A greener gallery – more than just hot air
When this photograph was taken a couple of weeks ago, you can see that the building was still on a life support system. Now I am pleased to report that the patient is surviving on its own pumps and circulation. The boilers are fired up and all the new equipment is being commissioned.
Here is a picture of the boiler room. There are 4 boilers, each of no more than domestic size. We have adopted new standards for environmental conditions within the gallery spaces that should be better for the art works and allow us to be much more energy efficient. The effect is that conditions will vary rather more than has been normal but only very slowly so that the equipment will work with the fabric of the building rather than constantly fighting against it. Our services consultants, Harley Haddow, write:
“By adopting this environmental control strategy, the capital cost of the air conditioning plant has been substantially reduced . . . . . . [by] 20-25%. Electricity and gas energy required for the gallery spaces . . . . . [should be] up to 42% less than for a traditional gallery operating to the guidelines of BS5454. For the Portrait Gallery, this equates to approximately 11% reduction in Co2 emissions for the complete building’s annual energy consumption.”

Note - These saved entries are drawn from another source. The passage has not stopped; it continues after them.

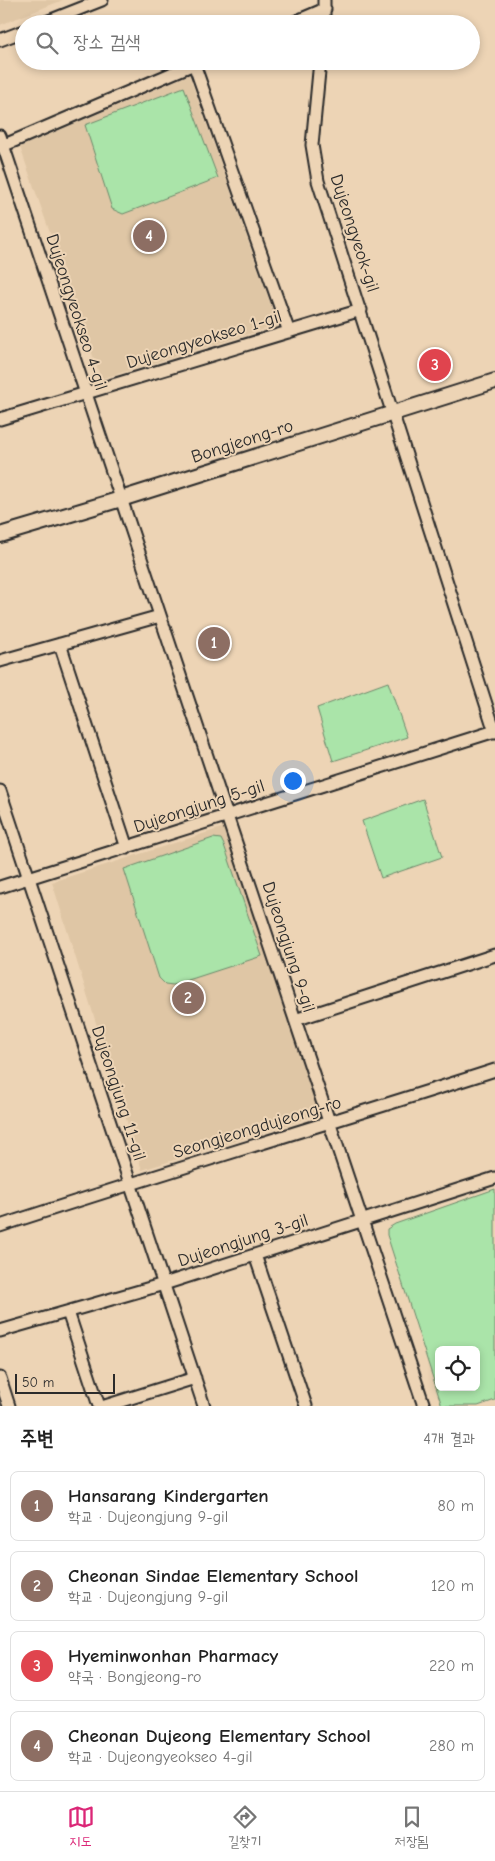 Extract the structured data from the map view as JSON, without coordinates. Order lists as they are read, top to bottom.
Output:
{
  "streets": {
    "street": [
      "Dujeongyeok-gil",
      "Dujeongyeokseo 4-gil",
      "Dujeongyeokseo 1-gil",
      "Bongjeong-ro",
      "Dujeongjung 5-gil",
      "Dujeongjung 9-gil",
      "Dujeongjung 11-gil",
      "Seongjeongdujeong-ro",
      "Dujeongjung 3-gil"
    ]
  },
  "crossings": [
    ["Dujeongyeok-gil", "Dujeongyeokseo 1-gil"],
    ["Dujeongyeok-gil", "Bongjeong-ro"],
    ["Dujeongyeok-gil", "Dujeongjung 5-gil"],
    ["Dujeongyeokseo 4-gil", "Dujeongyeokseo 1-gil"],
    ["Dujeongyeokseo 4-gil", "Bongjeong-ro"],
    ["Dujeongyeokseo 4-gil", "Dujeongjung 9-gil"],
    ["Bongjeong-ro", "Dujeongjung 9-gil"],
    ["Dujeongjung 5-gil", "Dujeongjung 9-gil"],
    ["Dujeongjung 5-gil", "Dujeongjung 11-gil"],
    ["Dujeongjung 9-gil", "Seongjeongdujeong-ro"],
    ["Dujeongjung 9-gil", "Dujeongjung 3-gil"],
    ["Dujeongjung 11-gil", "Seongjeongdujeong-ro"],
    ["Dujeongjung 11-gil", "Dujeongjung 3-gil"]
  ],
  "scale_bar": "50 m",
  "page": {
    "search": "장소 검색",
    "pins": [
      "4",
      "3",
      "1",
      "2"
    ],
    "scale": "50 m",
    "heading": ["주변", "4개 결과"],
    "list": [
      {
        "mark": "1",
        "name": "Hansarang Kindergarten",
        "note": "학교 · Dujeongjung 9-gil",
        "value": "80 m"
      },
      {
        "mark": "2",
        "name": "Cheonan Sindae Elementary School",
        "note": "학교 · Dujeongjung 9-gil",
        "value": "120 m"
      },
      {
        "mark": "3",
        "name": "Hyeminwonhan Pharmacy",
        "note": "약국 · Bongjeong-ro",
        "value": "220 m"
      },
      {
        "mark": "4",
        "name": "Cheonan Dujeong Elementary School",
        "note": "학교 · Dujeongyeokseo 4-gil",
        "value": "280 m"
      }
    ],
    "nav": ["지도", "길찾기", "저장됨"]
  }
}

Well, let’s hope so . . . . . .
It is always enjoyable to visit Charles Taylor’s dramatic workshop in the old West Parish Church at Dalkeith. We were there to discuss progress on the display cabinets that were designed by Sir Robert Rowand Anderson in the 1880s for the Portrait Gallery (or more accurately for the Nation Museum of Antiquities housed there). There must have been dozens at one time but four have survived and three will be returning in May.